PHPCoord is 10! (ish)

Documenting the project history

Posted by Doug Wright on October 05, 2022 · 28 mins read

Ten years ago, in October 2012, I made the first commit to the PHPCoord open source project on GitHub. This is a reconstructed record of the project's origins and subsequent development.

Origins of the project

I used to work for an educational non-profit that was focused on the area of nurseries and pre-schools. The organisation ran about 100 of these directly, and provided advice and support to approx 13,000 others. As part of my role in looking after the technical side of the organisation's website, in early 2008 I built a “find my nearest childcare” tool (now offline) that could be used by parents of young children. Although “find my nearest” tools were relatively common even back then, I did learn that my particular use case had some complexities that didn't necessarily apply to the implementations that were described in the blog posts I was then reading explaining how to build one:

  • The number of venues I was working with was ≈13,000. For comparison, the national retailer “B&Q” has about 300. This meant an order of magnitude more calculations were necessary on every search than a typical implementation.
  • With a retailer, a website team has the possibility of having precise location coordinate data be stored centrally as mandated data before a new store can be added to the website. With a primarily membership organisation like I was working for, I could hardly demand that each new member signing up be forced to supply their building's latitude and longitude. I therefore had to develop a solution for determining this data from their postal address.
  • My budget for the project was precisely zero. The entire website ran on a single £59.99/mo dedicated server, spending money purchasing location data for a non-core feature was absolutely out of the question.

The second and third of those problems was solved by scraping Multimap (now Bing Maps) for each new postcode that the search service hadn't seen before (a daily cron for new venues, realtime for search postcodes).
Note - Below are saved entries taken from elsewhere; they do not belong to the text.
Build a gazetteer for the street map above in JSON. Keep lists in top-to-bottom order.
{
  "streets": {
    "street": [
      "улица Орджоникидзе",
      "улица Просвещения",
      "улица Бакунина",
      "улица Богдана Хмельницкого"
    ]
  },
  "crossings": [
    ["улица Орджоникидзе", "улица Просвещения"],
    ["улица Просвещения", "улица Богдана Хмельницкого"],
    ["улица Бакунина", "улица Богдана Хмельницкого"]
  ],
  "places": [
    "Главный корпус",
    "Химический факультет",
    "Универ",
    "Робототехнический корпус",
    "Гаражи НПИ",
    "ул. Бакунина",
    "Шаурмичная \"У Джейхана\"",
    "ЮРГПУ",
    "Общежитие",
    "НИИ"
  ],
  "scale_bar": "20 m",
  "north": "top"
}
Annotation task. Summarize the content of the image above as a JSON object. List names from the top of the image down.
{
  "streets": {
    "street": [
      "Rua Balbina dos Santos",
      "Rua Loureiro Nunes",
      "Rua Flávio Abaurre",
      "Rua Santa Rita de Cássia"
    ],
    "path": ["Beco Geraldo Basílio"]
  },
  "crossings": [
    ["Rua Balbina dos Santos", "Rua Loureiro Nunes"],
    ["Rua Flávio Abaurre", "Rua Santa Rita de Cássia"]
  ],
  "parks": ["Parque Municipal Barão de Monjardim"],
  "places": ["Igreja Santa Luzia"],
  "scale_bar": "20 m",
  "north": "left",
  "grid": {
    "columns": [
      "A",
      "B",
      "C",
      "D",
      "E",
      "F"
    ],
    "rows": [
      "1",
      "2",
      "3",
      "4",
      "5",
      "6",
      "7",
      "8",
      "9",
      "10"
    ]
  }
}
These were then stored in a database, and an optimised conversion of the haversine formula into SQL1 2 3 was used to determine the relevant results.

In April 2010, Ordnance Survey started to make available Code-Point Open, which is a free dataset that maps the centre of every postcode in Great Britain to its easting and northing. Making use of this meant there would be no need to abuse Multimap to get the coordinate data anymore, however it did mean that I had to find a method of converting eastings and northings into latitudes and longitudes so that the distance calculations would continue to work 4.

PHPcoord

After some research, I found PHPcoord (lowercase c) by Jonathan Stott. It wasn't ideal in terms of code quality (Jonathan seems to have been an academic rather than a professional developer), for instance it had a single large file rather than the conventional 1 class per file that PHP developers use, and was also written for PHP4 and the PHP4 object model rather than the newer, different PHP5 object model.

However those issues weren't showstoppers (PHP4 code did generally run successfully under PHP5) and testing showed the code seemed to do the job quite well and so I imported it into lib/6, hooked it up to my Code-Point Open import script and easily generated the latitude and longitude for every postcode in Great Britain.

For the next couple of years, everything went well. Periodically I updated Code-Point Open to populate the database with any newly created postcodes, and PHPCoord continued to calculate the appropriate latitude and longitudes for them.

However, it was becoming increasingly clear that PHPCoord was an abandoned library (the author's website had been hacked for years just displaying spam) and therefore the code was never going to be updated for modern PHP.

The initial fork

I therefore decided to fork it, modernise it, and to make the new version publicly available for others to use in much the same way that I had been able to benefit myself from the original work.

It's often said that one of the hardest problems in computing is naming things, and the first problem I had was what to call the fork. I decided that since this wasn't an original work, it would be morally dishonest to give the codebase a completely different name, however I did choose to change the capitalisation (to PHPCoord) since the original was always weird to me. For similar reasons, I chose to use php-coord/php-coord as the package name for Packagist because I felt that using my own name for the vendor portion would not really be honest.

The choice of Kebab case rather than using the much simpler phpcoord/phpcoord is a decision that continues to haunt me to this day though, because I consistently forget the hyphens when I type it out. Lesson learnt.

For a version number, I opted against continuing the numbering sequence of PHPCoord, just in case the original author ever did come back and release something new. I decided that with the new name, this was a new project and thus the first release was v1.0.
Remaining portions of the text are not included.